Un'interpretazione non rassicurante, e non buonista, della storia, che Muccino avalla: "Avevo paura che il film fosse troppo sentimentale, dolciastro - racconta - così ho cercato di essere più veritiero possibile, tenendo presente la lezione del neorealismo: ad esempio, tutti i senzatetto che si vedono sullo schermo sono veri homeless; anche i ricoveri per barboni sono quelli veri. E la presenza di Chris Gardner sul set, ogni giorno, mi ricordava che quello che stavo rappresentando non era un gioco, ma un incubo realmente vissuto. Volevo avere il massimo rispetto, per lui e per tutti quelli che in America non ce la fanno".
Ed è questo, forse, il vero contributo mucciniano in un'opera che più americana, e più hollywoodiana, non si può. Questa sorta di ansia che trasuda dalla società Usa degli anni Ottanta (quella reaganiana, per intenderci). Ma con grande fedeltà per il modo di vedere la vita a stelle e strisce: "Ho raccontato una storia americana, con meccanismi americani - prosegue il regista - per loro il farcela con le proprie forze è un fatto esistenziale, un valore morale. Io ho raccontato questa realtà, cinica e dura, con molto rispetto, affinché il pubblico americano la trovasse credibile; ma con occhio vergine, e con la mia sensibilità". Quella di un italiano che forse, più che dal successo economico e sociale ottenuto alla fine dal protagonista, resta colpito dalle difficoltà che ha dovuto attraversare.

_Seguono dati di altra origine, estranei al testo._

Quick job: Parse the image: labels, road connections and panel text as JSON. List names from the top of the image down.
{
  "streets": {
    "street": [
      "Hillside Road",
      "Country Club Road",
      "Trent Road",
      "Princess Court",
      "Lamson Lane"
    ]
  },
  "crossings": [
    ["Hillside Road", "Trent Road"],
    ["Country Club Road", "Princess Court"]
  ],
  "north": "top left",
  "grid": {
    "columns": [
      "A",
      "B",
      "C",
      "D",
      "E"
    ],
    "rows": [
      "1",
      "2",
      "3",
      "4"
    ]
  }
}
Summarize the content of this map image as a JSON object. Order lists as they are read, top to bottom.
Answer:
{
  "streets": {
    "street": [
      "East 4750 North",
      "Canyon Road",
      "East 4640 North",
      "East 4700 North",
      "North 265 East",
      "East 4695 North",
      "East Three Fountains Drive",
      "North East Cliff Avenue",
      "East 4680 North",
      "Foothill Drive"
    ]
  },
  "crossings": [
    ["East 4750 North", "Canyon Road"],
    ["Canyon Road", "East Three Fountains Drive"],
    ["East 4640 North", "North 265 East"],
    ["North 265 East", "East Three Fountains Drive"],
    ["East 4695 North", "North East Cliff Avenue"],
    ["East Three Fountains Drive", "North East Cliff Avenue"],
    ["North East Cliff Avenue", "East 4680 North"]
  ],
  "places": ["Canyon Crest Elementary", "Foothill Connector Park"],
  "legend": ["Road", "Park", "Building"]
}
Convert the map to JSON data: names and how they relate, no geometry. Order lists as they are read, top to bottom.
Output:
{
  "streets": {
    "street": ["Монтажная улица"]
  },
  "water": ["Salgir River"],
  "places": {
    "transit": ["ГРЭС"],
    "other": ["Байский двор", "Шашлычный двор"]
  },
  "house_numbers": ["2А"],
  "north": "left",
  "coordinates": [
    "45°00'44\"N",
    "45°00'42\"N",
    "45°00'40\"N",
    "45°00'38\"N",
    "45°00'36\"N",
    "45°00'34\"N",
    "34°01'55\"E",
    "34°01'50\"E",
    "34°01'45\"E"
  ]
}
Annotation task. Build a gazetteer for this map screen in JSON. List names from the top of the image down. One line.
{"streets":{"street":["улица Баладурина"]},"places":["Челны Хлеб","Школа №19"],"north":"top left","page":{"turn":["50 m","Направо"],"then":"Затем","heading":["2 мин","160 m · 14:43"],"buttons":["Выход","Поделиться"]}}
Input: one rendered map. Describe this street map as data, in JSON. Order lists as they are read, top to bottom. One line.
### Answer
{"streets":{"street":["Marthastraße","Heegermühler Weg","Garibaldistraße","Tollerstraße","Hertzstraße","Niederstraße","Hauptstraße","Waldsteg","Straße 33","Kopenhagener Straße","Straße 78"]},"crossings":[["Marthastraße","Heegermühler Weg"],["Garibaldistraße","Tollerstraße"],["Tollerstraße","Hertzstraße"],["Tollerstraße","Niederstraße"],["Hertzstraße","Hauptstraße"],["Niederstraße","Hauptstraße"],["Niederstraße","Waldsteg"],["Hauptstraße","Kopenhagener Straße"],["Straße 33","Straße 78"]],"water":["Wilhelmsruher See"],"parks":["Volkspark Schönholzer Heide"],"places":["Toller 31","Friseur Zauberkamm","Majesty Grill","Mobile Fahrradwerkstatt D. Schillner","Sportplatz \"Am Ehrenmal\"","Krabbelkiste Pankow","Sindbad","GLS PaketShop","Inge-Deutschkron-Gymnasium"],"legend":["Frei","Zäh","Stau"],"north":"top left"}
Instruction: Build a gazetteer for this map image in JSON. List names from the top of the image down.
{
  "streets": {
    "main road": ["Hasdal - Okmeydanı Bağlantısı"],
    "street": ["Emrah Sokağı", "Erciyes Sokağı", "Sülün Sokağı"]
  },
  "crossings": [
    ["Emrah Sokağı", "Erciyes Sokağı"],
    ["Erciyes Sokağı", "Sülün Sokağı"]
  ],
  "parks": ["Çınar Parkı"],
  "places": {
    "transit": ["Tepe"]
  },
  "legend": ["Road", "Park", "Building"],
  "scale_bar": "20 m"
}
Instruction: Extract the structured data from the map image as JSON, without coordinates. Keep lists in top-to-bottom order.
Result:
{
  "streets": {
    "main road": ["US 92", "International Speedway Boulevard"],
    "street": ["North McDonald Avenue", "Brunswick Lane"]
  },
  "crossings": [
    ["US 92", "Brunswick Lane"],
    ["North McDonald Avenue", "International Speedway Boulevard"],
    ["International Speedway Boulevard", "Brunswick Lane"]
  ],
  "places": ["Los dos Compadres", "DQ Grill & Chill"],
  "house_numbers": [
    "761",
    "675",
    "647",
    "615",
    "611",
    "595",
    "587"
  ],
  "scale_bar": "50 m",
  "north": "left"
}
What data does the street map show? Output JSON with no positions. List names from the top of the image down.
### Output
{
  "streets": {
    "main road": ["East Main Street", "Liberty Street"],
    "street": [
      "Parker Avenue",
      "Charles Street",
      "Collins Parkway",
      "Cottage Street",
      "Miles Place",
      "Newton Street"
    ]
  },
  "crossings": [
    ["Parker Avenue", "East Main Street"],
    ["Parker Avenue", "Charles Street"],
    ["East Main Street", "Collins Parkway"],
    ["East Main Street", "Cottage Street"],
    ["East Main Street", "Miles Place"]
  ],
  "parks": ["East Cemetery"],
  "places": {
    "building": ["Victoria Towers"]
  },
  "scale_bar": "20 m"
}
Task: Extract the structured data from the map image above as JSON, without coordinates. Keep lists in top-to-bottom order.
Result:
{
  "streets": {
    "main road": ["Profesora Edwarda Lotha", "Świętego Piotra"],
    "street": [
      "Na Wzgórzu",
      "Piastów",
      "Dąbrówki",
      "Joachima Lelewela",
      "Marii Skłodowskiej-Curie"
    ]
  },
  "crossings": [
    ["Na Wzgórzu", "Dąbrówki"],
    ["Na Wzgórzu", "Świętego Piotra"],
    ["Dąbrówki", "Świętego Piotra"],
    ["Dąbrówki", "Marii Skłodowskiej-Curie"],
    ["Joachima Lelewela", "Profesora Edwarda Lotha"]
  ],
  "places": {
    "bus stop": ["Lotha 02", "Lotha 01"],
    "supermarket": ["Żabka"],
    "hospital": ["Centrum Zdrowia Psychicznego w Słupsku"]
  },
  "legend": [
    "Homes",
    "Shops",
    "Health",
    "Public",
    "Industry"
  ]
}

Ma c'è un altro elemento forte, nella Ricerca della felicità. E cioè il rapporto d'amore totale che lega padre e figlio. Come tiene a sottolineare Will Smith: "Non so perché il film piaccia tanto al pubblico americano - dichiara - ma io credo sia perché ha a che fare con l'istinto primordiale, quasi animali, di proteggere i nostri bambini. Vogliamo dare il meglio, per loro. E poi questo film tocca le nostre paure più profonde: l'altra faccia della speranza è sempre il timore di non farcela. Recitare con mio figlio, trascorrere 10.12 ore al giorno sul set con lui, è stato fantastico". Il risultato è un'interpretazione, la sua, davvero convincente. "La migliore della mia carriera", conferma lui, già forte di una nomination ai Golden Globe.
E dopo Smith e Muccino, tocca al terzo eroe di questa intensa giornata romana: Chris Gardner. In Italia non solo per presentare il film, ma anche l'omonimo libro autobiografico da cui è tratto (nelle librerie da domani, edizioni Fandango): "Sono molto orgoglioso di ciò che Will e Gabriele hanno fatto - spiega - hanno colto l'essenza della mia lotta, della mia passione e del mio impegno. E, se è vero che questa è la migliore interpretazione di Will, è altrettanto vero che è stato Gabriele a tirargliela fuori".
Elegante (giacca e cravatta), emozionato ma senza esagerare, pronto ad accettare gli scherzi di Smith (esilarante l'imitazione che fa di un suo momento di difficoltà con l'inglese sul set), Muccino incassa tutti questi complimenti. E quanto al futuro, fa capire che per il momento, all'orizzonte, c'è ancora Hollywood: "L'idea di girare un altro film negli Usa mi piace - confessa - visto che questa è stata un'esperienza entusiasmante. Ero spaventato dall'invasività della macchina hollywoodiana, ma con un po' di costanza e di pazienza puoi convincere i produttori a fare le cose come vuoi tu". Specie se, alle spalle, hai un divo del calibro di Will Smith.